Activity: Each line with the word "above" must appear in the answer, copied from the records.

Extracted entries:
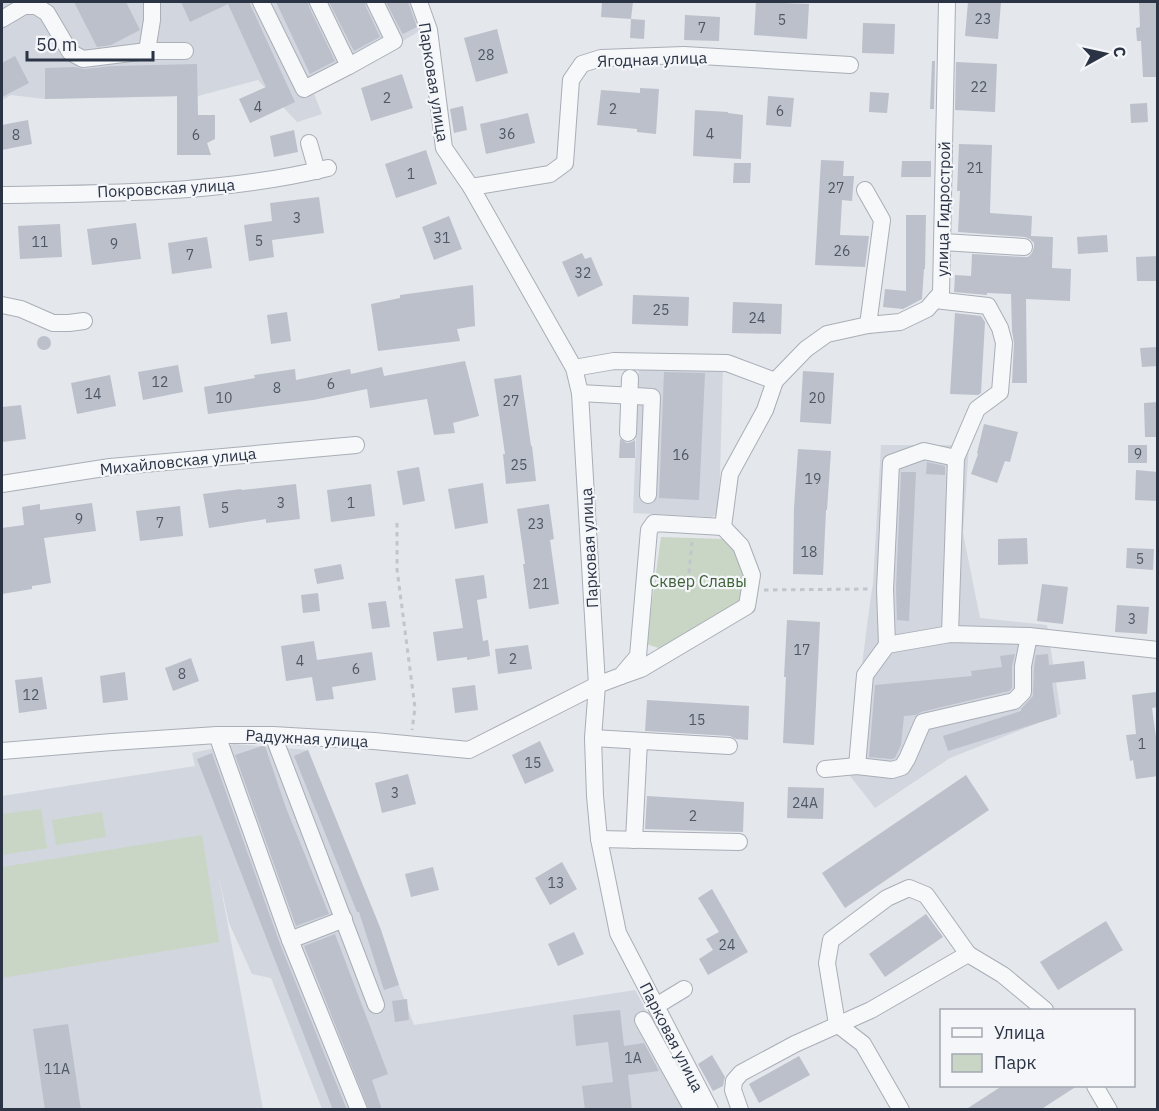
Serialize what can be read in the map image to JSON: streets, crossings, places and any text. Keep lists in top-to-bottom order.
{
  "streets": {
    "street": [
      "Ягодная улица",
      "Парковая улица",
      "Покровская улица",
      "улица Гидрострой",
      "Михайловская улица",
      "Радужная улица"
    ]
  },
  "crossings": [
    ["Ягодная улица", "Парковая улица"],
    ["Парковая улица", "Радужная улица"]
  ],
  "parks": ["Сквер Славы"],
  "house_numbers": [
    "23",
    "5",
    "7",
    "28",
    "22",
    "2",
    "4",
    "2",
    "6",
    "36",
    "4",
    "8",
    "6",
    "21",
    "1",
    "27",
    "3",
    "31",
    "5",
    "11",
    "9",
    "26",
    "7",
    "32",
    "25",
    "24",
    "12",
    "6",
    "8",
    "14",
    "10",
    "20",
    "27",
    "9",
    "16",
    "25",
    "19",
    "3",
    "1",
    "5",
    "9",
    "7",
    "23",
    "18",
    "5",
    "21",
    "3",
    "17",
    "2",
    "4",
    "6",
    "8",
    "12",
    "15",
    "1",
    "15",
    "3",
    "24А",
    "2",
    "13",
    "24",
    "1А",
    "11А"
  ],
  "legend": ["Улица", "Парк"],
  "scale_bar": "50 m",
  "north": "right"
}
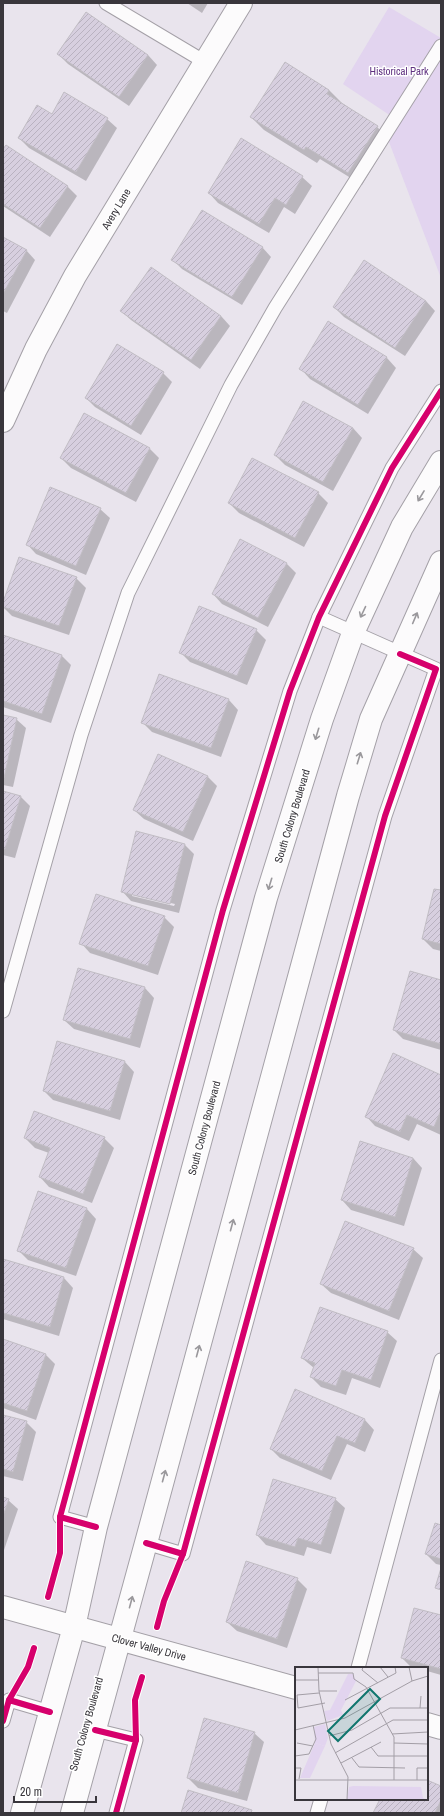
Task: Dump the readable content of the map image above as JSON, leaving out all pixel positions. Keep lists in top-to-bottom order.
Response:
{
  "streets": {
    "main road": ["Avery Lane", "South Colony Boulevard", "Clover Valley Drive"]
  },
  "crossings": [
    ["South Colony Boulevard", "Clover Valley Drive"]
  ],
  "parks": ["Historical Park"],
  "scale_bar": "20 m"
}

...

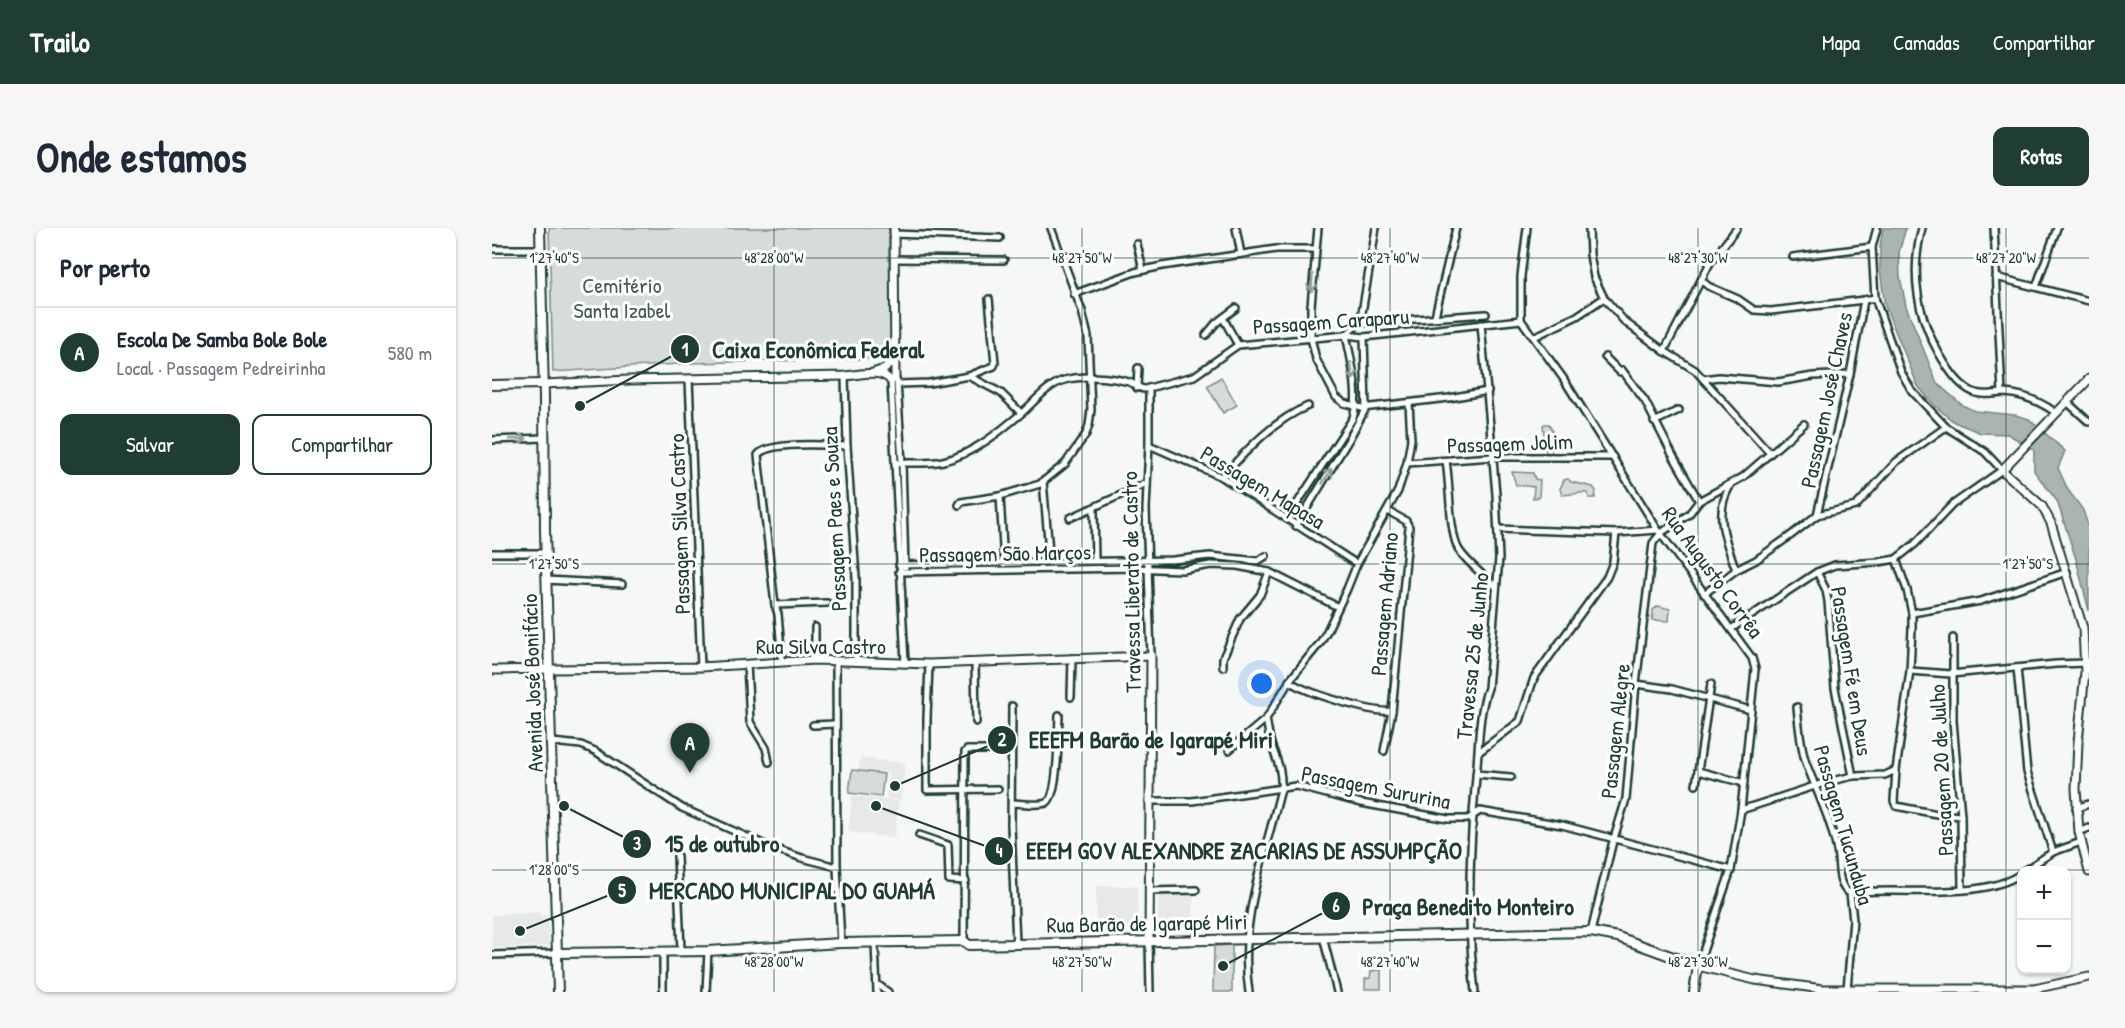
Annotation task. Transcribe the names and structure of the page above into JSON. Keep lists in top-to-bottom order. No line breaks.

Answer for the task:
Task: Dump the readable content of the map image above as JSON, leaving out all pixel positions. Keep lists in top-to-bottom order.
Annotation task. Transcribe the names and structure of the page above into JSON. Keep lists in top-to-bottom order. No line breaks.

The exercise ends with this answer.